Key animal welfare groups like Compassion in World Farming and the RSPCA are applauding UK supermarket chain Marks & Spencer for leading the way on poultry welfare with its new Oakham Gold chicken.

6 July 2021, at 8:00am

Compassion in World Farming has applauded Marks & Spencer for the roll out of its Oakham Gold chicken which meets all the higher welfare criteria of the Better Chicken Commitment (BCC).

M&S was the first retailer to sign up to the BCC in early 2018 and they are the first to start their transition in earnest by successfully securing a commercial deal with their supplier to convert all their current Oakham chicken to Oakham Gold, under the RSPCA Assured label, for 100% of their fresh supply by Autumn 2022 with their processed and ingredient chicken meeting the 2026 BCC deadline.

This landmark deal involves the gradual laying down of breeding flocks to deliver the 23.5 million meat chickens of the higher welfare, slower growing Hubbard breed needed for the M&S fresh supply.

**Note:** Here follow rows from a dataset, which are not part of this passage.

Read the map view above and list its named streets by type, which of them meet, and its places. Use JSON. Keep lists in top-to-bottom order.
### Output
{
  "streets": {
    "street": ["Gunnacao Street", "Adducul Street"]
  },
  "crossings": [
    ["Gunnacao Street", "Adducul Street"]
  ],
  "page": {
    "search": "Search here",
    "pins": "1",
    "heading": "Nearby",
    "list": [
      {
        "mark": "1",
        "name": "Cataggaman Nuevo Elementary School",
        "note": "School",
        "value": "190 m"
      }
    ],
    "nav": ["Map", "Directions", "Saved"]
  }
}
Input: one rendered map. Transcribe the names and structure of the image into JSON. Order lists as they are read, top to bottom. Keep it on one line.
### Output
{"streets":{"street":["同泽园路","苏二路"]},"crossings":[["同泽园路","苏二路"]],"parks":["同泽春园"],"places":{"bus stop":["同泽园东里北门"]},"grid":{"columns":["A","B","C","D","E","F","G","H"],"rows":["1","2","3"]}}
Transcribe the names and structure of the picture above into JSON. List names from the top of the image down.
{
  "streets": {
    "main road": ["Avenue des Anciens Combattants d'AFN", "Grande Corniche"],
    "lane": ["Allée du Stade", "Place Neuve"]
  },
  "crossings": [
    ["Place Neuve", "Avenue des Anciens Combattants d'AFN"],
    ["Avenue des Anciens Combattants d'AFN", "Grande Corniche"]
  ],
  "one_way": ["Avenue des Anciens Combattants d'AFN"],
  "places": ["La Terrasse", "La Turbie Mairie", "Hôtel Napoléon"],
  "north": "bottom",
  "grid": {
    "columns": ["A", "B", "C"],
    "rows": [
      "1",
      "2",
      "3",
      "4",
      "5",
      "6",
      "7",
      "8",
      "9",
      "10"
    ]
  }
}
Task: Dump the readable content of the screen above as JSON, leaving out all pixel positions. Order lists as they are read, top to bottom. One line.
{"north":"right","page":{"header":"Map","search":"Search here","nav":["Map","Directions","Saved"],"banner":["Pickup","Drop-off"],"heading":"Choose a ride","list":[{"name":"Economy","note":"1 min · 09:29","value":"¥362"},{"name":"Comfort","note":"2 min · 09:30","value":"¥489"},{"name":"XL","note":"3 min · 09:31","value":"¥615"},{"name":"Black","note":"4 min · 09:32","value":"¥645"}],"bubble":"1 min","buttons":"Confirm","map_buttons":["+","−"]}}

Compassion praises M&S for leading the market for higher welfare chicken in the UK – in what constitutes one of the biggest shifts in chicken welfare for over a decade – by presenting them with their prestigious Special Recognition Award, as part of their 2021 Good Farm Animal Welfare Awards.

The RSPCA has now urged other supermarkets to follow suit - as new polling by Savanta ComRes for the charity reveals 69% of UK adults believe supermarkets should improve meat chicken welfare as part of their sustainability goals.

RSPCA chief executive Chris Sherwood said: "We are delighted that M&S has made this fantastic commitment to animal welfare, which will make them the leading retailer in the UK on chicken welfare.

"By switching to RSPCA Assured, M&S can assure their customers that they are buying higher welfare chicken, reared to the RSPCA’s higher standards - throughout their entire range. It’s a landmark achievement for animal welfare and a formidable step from M&S, which we hope will set a leading example for others in the sector."

Currently, Waitrose is the only other British retailer to have signed up to the BCC, and although there has been great traction in the food service sector with major brands like KFC, Nando’s and Burger King signing up, transition and roll out is still slow to materialise.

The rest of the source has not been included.